Every year PLT provides more than 30,000 educators with the tools and on-the-ground training they need to incorporate environmental education and service-learning into their curriculum. PLT activities use trees and forests as “windows” on the world to help teachers strengthen their teaching of core subjects, take their students outdoors to learn, and grow stewardship in the next generation. PLT’s Outstanding Educators are selected for their commitment to environmental education, their exemplary use of PLT, and their exceptional teaching skills.
Boren teaches earth science, chemistry, physics, life science and other subjects to students in grades 6, 7, and 8. She uses environmental topics and PLT activities to engage her students in their learning and has energized the entire school community in new approaches to learning. Through her efforts, St. Columba became a PLT GreenSchool in 2011 and students and faculty throughout the school are involved in investigating and improving their school’s environmental footprint.
Boren also works closely with state and federal natural resource agencies to develop and present localized curriculum for science teachers in Colorado’s four corners region using PLT activities on topics such as forest management, fire ecology in native ecosystems, and watershed health.
“Lu understands that students learn best through field experiences and hands-on activities,” says Craig Goodell, a fire ecologist at the San Juan Public Lands Center in Durango who leads many field trips for students and teachers in the forests around Durango. “She has created outstanding learning opportunities for her students, as well as her peers to use back in their own schools, and I am impressed with her students’ ability to think critically and discuss complex ecological issues.”
Kevin Chick, St.
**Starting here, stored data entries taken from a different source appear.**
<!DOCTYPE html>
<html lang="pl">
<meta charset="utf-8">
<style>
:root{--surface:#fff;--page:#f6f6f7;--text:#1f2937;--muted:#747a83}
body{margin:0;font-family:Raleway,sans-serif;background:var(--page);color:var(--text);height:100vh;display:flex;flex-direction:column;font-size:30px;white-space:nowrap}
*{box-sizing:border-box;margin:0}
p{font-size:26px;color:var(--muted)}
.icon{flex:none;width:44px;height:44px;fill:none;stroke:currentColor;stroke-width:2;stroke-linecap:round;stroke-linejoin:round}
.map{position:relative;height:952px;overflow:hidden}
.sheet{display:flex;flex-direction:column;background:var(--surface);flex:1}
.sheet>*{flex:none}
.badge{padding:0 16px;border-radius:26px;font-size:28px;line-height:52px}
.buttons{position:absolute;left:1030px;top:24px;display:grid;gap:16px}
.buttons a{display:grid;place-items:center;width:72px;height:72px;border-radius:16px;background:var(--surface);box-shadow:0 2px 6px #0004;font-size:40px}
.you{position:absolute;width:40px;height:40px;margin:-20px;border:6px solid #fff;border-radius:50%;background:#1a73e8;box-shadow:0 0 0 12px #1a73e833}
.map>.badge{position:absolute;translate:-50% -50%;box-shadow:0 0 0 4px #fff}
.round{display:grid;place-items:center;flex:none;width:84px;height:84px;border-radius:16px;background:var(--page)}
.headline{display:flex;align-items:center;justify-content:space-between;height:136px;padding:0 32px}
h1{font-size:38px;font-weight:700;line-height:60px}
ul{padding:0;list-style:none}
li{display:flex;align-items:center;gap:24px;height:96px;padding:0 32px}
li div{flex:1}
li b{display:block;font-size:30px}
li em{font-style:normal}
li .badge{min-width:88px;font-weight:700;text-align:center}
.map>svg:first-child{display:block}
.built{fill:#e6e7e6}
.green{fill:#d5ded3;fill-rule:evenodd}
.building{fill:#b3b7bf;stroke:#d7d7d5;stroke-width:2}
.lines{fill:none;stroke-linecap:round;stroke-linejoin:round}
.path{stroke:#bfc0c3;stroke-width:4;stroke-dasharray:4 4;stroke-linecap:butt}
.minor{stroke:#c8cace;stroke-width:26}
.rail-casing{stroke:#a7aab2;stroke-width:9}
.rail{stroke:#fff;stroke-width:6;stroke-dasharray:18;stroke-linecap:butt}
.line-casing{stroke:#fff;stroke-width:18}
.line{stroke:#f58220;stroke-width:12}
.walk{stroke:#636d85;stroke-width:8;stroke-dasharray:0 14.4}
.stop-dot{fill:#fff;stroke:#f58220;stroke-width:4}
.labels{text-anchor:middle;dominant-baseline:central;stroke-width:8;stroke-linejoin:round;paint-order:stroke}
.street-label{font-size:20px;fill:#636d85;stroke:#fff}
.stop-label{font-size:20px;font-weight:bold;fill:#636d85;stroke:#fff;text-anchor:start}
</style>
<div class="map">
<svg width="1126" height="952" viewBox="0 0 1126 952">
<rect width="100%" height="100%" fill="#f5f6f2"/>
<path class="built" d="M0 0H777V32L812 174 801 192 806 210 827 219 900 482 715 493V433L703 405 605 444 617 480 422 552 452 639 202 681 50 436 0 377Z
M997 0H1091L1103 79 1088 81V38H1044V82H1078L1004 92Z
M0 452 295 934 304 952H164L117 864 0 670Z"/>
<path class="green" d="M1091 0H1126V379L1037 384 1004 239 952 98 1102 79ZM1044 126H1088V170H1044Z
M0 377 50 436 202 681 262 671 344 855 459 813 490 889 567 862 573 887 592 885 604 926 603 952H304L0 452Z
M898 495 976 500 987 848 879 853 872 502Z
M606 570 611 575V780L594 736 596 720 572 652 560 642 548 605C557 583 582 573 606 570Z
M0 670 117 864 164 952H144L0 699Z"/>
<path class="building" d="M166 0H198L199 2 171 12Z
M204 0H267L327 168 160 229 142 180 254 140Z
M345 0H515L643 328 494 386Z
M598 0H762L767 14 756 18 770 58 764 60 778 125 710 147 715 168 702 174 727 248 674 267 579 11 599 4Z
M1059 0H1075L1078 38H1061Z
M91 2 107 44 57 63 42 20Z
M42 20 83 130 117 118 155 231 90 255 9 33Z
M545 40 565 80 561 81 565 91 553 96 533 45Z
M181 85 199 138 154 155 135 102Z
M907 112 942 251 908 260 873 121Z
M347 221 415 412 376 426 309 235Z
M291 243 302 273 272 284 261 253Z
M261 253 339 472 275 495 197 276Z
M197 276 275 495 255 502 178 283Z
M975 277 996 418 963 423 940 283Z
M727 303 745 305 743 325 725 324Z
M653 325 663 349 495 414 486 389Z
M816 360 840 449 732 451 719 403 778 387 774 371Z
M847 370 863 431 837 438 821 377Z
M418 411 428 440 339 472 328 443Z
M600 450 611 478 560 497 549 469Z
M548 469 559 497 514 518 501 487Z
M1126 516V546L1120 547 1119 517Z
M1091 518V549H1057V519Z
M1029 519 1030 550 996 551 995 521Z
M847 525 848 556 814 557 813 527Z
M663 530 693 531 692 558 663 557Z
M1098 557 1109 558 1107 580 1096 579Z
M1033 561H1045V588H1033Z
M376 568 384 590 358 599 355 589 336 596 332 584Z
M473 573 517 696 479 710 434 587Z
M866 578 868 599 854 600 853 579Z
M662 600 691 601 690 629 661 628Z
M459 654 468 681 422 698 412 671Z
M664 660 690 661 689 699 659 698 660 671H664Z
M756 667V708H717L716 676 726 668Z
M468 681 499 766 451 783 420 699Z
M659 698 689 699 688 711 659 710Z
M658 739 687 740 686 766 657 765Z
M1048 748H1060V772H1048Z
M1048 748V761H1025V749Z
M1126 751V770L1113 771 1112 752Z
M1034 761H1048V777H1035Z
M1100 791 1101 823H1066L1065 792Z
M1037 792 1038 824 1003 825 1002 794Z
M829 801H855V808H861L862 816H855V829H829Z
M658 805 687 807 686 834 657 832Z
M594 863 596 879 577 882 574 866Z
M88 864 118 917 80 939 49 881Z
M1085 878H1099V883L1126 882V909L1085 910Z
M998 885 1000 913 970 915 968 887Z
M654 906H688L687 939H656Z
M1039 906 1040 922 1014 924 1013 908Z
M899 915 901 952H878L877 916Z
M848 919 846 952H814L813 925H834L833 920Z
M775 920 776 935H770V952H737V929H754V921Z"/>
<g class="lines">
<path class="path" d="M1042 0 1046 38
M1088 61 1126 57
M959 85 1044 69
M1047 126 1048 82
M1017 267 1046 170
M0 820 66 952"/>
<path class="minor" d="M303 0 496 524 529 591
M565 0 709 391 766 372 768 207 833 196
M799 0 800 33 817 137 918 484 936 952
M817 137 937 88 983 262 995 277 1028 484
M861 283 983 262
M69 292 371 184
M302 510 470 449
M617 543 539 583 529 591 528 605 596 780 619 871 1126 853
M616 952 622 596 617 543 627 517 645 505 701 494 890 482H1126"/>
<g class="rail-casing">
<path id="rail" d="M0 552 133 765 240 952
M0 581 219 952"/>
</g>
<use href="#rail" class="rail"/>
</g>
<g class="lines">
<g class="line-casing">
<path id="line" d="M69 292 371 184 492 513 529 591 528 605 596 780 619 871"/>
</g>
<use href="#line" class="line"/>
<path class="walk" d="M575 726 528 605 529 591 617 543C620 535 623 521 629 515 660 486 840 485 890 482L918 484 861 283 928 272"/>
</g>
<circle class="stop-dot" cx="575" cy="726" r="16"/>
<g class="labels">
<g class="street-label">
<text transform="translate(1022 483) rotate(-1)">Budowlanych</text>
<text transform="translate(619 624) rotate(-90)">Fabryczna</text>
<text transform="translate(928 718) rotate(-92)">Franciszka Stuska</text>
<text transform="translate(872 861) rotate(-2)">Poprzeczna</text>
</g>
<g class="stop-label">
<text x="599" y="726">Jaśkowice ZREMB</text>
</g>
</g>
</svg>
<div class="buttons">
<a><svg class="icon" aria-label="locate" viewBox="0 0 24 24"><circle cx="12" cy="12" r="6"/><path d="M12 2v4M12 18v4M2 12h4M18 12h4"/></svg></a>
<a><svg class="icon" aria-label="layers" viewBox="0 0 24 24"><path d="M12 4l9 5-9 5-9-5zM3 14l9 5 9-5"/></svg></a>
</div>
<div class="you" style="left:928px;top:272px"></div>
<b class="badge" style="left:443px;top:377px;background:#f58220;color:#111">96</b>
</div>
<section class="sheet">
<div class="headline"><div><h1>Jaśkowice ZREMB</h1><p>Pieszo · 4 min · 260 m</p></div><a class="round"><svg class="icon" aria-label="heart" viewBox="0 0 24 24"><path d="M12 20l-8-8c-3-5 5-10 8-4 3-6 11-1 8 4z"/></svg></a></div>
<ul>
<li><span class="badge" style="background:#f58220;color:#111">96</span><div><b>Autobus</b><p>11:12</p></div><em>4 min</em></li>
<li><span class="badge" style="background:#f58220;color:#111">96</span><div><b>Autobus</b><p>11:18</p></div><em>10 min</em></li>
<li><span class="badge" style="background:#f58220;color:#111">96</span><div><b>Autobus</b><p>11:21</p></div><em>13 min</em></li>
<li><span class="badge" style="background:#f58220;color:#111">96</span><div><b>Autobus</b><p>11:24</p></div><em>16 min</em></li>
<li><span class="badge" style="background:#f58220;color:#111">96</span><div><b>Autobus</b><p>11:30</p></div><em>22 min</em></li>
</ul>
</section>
Columba principal, concurs. “Through inquiry-based, hands-on environmental education, Lu is responsible for having a direct and lasting impact on students’ interest in science and the environment, and on our overall school culture,” he said. “Most of all, students develop a real-world understanding of how their decisions impact the environment in which they live.”
Among her other activities, Boren is Teacher Liaison for the Colorado Alliance for Environmental Education and serves on the Durango Nature Studies Advisory Board. She recently attended the National Green Schools Conference held in Denver to learn from other K-12 leaders and educators around the country about ‘greening’ schools as a way to save money, improve student health and achievement, and inspire students to take personal responsibility for their environment. In addition to attending the PLT International Coordinators’ Conference, Boren is invited to participate in the World Forestry Center’s International Educators’ Institute, July 8 to 14, in Portland, Oregon.